That garages might stop selling petrol and diesel is a legitimate concern and one we’ve heard from several of our readers. The government is banning the sale of new petrol and diesel cars in the UK from 2030. Does that make buying an internal combustion engine car risky? Our reader is considering a plug-in hybrid.
How many cars are there on the road?
Latest government figures show that in the UK in the third quarter of 2021 (September) there were 40,485,300 vehicles registered.
Of those, according to Nextgreencar.com, 745,000 were plug-in vehicles. That breaks down to 395,000 battery electric vehicles (BEV) and 340,000 plug-in hybrid electric vehicles (PHEV). That still only makes up 1.8% of all the cars on UK roads.

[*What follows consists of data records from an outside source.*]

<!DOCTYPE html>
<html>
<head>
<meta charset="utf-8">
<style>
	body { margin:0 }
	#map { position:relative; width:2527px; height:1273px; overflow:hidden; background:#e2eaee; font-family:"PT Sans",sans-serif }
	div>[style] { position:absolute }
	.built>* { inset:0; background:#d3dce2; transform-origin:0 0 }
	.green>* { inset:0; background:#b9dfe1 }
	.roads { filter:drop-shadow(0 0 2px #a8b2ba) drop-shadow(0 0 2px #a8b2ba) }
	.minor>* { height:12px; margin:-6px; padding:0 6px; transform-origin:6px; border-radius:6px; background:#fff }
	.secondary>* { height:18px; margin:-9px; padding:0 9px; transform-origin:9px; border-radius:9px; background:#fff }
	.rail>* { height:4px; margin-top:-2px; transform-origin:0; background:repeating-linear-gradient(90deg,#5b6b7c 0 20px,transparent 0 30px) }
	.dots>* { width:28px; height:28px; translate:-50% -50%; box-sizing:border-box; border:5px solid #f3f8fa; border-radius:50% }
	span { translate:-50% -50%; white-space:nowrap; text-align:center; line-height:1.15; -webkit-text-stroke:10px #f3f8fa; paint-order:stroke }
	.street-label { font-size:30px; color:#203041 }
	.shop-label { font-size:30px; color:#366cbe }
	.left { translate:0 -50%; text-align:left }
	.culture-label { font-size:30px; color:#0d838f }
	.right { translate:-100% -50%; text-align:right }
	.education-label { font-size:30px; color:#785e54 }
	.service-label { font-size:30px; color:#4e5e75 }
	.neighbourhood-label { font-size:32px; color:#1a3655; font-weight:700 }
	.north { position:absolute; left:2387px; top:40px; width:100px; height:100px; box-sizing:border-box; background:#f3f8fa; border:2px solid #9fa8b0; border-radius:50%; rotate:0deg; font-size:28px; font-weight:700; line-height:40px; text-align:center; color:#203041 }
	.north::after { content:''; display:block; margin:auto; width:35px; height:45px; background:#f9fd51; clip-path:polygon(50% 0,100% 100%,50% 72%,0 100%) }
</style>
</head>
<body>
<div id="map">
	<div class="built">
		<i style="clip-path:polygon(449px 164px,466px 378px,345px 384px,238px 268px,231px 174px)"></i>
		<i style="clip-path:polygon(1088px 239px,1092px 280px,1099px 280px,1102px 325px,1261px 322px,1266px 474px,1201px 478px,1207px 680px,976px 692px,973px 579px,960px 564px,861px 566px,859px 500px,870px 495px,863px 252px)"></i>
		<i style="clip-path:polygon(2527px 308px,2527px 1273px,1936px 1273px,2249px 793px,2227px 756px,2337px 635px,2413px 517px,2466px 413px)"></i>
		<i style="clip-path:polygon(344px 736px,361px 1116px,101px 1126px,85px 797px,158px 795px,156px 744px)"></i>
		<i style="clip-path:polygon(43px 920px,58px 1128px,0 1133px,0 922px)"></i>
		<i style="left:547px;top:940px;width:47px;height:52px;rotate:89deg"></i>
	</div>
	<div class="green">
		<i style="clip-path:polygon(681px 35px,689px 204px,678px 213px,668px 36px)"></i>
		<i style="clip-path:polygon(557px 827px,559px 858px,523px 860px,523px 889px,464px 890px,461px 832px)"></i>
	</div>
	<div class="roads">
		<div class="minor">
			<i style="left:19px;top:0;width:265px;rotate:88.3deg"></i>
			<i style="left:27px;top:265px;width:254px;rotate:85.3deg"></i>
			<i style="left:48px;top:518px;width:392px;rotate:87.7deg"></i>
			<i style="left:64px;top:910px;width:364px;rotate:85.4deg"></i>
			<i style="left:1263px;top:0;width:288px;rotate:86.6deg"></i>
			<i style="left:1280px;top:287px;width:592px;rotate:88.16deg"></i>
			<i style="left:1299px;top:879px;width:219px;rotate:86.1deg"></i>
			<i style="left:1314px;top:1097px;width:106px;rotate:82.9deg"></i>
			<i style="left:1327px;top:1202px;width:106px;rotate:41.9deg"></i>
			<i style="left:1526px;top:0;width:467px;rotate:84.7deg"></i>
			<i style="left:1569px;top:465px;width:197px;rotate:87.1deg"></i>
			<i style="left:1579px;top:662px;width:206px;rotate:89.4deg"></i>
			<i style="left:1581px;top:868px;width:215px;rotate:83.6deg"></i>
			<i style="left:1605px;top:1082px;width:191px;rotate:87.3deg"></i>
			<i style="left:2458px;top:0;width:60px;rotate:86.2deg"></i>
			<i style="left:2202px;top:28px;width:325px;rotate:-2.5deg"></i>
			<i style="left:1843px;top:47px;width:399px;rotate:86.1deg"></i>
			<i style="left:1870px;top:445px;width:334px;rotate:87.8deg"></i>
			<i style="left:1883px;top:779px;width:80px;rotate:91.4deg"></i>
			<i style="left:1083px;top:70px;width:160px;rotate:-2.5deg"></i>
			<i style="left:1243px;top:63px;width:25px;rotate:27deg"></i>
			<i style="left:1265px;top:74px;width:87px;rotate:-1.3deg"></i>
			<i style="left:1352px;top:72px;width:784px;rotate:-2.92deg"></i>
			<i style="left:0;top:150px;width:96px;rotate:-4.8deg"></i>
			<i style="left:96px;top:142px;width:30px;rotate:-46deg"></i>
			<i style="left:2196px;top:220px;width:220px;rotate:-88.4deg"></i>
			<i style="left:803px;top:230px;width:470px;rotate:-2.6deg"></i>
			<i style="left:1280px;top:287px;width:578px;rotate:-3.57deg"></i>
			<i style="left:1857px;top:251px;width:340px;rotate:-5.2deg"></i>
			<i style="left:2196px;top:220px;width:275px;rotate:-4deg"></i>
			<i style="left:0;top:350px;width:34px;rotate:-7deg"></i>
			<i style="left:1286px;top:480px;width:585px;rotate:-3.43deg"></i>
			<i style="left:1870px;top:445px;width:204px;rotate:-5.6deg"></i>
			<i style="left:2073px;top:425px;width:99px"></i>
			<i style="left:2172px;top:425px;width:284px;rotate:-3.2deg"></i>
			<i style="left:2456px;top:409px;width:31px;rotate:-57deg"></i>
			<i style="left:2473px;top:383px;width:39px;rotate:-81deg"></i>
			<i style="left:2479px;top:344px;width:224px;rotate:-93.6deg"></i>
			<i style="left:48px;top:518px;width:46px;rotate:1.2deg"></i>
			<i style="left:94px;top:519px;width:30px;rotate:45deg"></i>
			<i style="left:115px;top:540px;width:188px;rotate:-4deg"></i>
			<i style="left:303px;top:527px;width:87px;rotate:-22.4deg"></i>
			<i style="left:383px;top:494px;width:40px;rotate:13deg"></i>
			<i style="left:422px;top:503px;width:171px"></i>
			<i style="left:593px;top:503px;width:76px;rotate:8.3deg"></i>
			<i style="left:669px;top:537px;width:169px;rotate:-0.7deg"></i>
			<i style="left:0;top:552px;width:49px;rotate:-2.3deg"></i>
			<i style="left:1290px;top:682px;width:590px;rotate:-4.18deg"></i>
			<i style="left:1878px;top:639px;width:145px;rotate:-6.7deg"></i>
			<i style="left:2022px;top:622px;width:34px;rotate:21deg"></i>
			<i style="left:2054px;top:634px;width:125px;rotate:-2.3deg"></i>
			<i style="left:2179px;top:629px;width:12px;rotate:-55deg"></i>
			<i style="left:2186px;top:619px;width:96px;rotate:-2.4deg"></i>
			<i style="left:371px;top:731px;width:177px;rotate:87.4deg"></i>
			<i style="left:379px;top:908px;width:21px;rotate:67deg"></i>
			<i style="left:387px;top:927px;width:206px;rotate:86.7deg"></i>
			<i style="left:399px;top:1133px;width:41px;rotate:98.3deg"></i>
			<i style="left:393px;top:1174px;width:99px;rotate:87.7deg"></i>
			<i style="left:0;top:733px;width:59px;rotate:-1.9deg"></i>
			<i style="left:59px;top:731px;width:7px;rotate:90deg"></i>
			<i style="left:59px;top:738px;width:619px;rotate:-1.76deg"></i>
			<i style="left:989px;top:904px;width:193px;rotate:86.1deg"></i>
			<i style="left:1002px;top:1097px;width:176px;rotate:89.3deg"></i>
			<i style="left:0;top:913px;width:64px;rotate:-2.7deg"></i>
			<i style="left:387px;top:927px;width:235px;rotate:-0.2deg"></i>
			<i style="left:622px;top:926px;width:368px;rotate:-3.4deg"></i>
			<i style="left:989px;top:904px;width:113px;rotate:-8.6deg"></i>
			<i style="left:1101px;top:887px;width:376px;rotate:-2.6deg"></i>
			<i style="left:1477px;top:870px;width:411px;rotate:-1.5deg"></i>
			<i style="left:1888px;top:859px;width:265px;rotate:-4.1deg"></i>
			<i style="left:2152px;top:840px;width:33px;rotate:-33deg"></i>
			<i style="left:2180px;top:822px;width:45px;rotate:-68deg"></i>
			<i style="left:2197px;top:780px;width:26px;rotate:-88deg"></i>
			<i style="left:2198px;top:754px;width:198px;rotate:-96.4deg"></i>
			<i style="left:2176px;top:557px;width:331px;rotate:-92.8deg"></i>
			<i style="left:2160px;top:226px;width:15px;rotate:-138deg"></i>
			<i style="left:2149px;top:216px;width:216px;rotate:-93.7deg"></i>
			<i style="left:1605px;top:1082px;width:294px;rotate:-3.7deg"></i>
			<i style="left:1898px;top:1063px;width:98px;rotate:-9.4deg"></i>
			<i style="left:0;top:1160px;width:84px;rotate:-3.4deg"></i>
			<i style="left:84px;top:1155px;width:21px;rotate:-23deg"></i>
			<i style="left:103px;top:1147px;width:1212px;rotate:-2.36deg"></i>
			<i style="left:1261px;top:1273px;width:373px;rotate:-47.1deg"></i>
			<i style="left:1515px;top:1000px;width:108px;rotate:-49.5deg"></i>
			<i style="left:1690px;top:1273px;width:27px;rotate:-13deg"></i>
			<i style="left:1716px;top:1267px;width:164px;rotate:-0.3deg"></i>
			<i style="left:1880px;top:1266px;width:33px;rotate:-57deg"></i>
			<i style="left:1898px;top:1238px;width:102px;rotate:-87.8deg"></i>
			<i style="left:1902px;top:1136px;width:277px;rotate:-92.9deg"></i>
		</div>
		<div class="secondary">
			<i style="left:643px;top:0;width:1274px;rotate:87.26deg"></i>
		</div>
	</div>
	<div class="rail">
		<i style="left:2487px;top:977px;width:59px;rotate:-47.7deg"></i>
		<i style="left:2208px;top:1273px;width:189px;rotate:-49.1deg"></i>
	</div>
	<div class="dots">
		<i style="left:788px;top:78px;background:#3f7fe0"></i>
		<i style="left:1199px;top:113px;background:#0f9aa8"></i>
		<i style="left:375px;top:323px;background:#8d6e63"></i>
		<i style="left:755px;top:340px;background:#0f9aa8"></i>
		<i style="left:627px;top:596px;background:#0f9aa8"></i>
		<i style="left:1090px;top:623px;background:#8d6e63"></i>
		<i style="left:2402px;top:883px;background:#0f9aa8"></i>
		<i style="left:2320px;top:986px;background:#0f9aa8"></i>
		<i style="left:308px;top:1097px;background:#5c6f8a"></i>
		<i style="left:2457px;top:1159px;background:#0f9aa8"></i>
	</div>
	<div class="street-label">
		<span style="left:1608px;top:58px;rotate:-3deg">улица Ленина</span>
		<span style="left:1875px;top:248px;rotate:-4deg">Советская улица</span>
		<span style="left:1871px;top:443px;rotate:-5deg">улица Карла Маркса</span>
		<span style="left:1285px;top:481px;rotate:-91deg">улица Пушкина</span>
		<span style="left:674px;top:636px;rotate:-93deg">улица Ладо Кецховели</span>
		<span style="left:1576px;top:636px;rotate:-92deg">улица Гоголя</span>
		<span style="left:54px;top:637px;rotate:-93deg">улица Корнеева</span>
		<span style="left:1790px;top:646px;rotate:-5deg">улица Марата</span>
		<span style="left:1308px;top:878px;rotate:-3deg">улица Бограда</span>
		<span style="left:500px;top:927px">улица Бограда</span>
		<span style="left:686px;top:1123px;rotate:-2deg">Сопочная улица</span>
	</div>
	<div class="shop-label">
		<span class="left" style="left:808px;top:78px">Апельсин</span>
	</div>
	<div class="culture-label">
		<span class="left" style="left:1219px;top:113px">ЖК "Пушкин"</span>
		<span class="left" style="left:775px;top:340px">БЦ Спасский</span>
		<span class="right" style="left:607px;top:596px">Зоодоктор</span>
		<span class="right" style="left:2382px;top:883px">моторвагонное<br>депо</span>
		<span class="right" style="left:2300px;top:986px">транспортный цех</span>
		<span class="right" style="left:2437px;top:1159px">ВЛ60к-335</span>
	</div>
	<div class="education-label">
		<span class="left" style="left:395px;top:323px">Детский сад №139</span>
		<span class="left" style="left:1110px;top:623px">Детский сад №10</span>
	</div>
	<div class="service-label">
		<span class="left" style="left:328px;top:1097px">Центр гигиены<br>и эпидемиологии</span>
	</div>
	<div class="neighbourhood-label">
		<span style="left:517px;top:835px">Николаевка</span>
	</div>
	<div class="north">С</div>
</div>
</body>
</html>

Electric car sales will ramp up
There are nearly eight full years to go before the ban on new petrol and diesel cars comes into force. Last year 305,281 new plug-in vehicles were sold. That was nearly a fifth (18.5%) of the new cars sold. That is doubtless going to grow over the coming years as more electric cars come on the market and the infrastructure for them improves.
But not that much
Even if 1.5m all-electric cars are sold every year between now and 2030 (unlikely), they will still only amount to less than a third of all the cars on the road. That means by 2030, the majority of cars on UK roads will still be petrol or diesel. And an awful lot of petrol, diesel, hybrid and plug-in hybrid cars will be sold between now and 2030.
We’ve already looked at what might happen to used car prices for petrol and diesel models. Much of that depends how smoothly the energy transition to electric goes. And it’s similar with the speed of adoption of electric cars.
There will doubtless be hard-core petrolheads who won’t give up their internal combustion engine cars, either because they don’t want to or because electric cars are seen as expensive and out of their price range.
But fuel companies won’t look a gift horse…
For fuel suppliers, car drivers are the gift that keeps on giving. While there are petrol and diesel cars on the road, they will continue to supply petrol and diesel. Over time, some filling stations will undoubtedly convert to supplying electric cars but this isn’t going to happen overnight.
For a start, we’ve been told by one of the major electricity network providers that converting a motorway services to provide a similar refuelling capacity but for electric cars would require the equivalent power to a small town. And at the moment the infrastructure isn’t there. It will undoubtedly come. Will it be in place by 2030? The jury is still out.
If we were you…
We’d go ahead and buy the plug-in hybrid car that you’ve identified as suitable for your needs now. By the time the sales ban on new combustion engine cars happens, your motor will be eight years old.
Given that cars last on average just less than 14 years, if you run it into the ground, that’s still only 2036. And by 2036, we’re confident there will still be plenty of traditional filling stations around.